* [Goal of the exercise] Reproduce the data exactly; no word may be added or dropped.

=== Section Start ===

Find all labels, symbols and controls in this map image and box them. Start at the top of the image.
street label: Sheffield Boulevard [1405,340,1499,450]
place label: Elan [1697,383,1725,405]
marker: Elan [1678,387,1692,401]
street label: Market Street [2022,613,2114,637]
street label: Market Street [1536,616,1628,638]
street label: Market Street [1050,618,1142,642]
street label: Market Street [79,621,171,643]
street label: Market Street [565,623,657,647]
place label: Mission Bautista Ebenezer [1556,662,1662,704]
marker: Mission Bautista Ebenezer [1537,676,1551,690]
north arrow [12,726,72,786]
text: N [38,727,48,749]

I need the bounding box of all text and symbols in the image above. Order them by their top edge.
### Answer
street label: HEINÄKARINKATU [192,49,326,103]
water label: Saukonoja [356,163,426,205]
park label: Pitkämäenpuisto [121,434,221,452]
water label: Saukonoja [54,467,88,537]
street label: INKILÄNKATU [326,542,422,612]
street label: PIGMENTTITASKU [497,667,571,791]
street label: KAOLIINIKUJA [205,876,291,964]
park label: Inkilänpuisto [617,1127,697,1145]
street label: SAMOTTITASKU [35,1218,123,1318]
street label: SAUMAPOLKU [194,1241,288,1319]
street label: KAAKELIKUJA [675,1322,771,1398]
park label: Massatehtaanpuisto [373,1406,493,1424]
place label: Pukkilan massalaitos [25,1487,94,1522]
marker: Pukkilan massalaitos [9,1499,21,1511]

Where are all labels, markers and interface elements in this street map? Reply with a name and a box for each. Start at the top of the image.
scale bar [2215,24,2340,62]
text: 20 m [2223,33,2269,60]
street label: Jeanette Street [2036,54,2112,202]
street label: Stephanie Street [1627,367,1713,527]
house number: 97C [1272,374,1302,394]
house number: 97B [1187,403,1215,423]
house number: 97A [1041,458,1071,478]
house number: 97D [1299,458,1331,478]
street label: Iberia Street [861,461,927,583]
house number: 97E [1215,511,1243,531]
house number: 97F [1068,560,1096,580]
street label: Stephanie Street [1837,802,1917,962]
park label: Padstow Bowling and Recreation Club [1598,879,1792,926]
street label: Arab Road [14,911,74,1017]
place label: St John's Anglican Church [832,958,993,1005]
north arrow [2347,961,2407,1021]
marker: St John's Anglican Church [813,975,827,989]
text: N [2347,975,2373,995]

=== Section End ===

* [Answer to this exercise]
Find all labels, symbols and controls in this map image and box them. Start at the top of the image.
street label: Sheffield Boulevard [1405,340,1499,450]
place label: Elan [1697,383,1725,405]
marker: Elan [1678,387,1692,401]
street label: Market Street [2022,613,2114,637]
street label: Market Street [1536,616,1628,638]
street label: Market Street [1050,618,1142,642]
street label: Market Street [79,621,171,643]
street label: Market Street [565,623,657,647]
place label: Mission Bautista Ebenezer [1556,662,1662,704]
marker: Mission Bautista Ebenezer [1537,676,1551,690]
north arrow [12,726,72,786]
text: N [38,727,48,749]

I need the bounding box of all text and symbols in the image above. Order them by their top edge.
### Answer
street label: HEINÄKARINKATU [192,49,326,103]
water label: Saukonoja [356,163,426,205]
park label: Pitkämäenpuisto [121,434,221,452]
water label: Saukonoja [54,467,88,537]
street label: INKILÄNKATU [326,542,422,612]
street label: PIGMENTTITASKU [497,667,571,791]
street label: KAOLIINIKUJA [205,876,291,964]
park label: Inkilänpuisto [617,1127,697,1145]
street label: SAMOTTITASKU [35,1218,123,1318]
street label: SAUMAPOLKU [194,1241,288,1319]
street label: KAAKELIKUJA [675,1322,771,1398]
park label: Massatehtaanpuisto [373,1406,493,1424]
place label: Pukkilan massalaitos [25,1487,94,1522]
marker: Pukkilan massalaitos [9,1499,21,1511]

Where are all labels, markers and interface elements in this street map? Reply with a name and a box for each. Start at the top of the image.
scale bar [2215,24,2340,62]
text: 20 m [2223,33,2269,60]
street label: Jeanette Street [2036,54,2112,202]
street label: Stephanie Street [1627,367,1713,527]
house number: 97C [1272,374,1302,394]
house number: 97B [1187,403,1215,423]
house number: 97A [1041,458,1071,478]
house number: 97D [1299,458,1331,478]
street label: Iberia Street [861,461,927,583]
house number: 97E [1215,511,1243,531]
house number: 97F [1068,560,1096,580]
street label: Stephanie Street [1837,802,1917,962]
park label: Padstow Bowling and Recreation Club [1598,879,1792,926]
street label: Arab Road [14,911,74,1017]
place label: St John's Anglican Church [832,958,993,1005]
north arrow [2347,961,2407,1021]
marker: St John's Anglican Church [813,975,827,989]
text: N [2347,975,2373,995]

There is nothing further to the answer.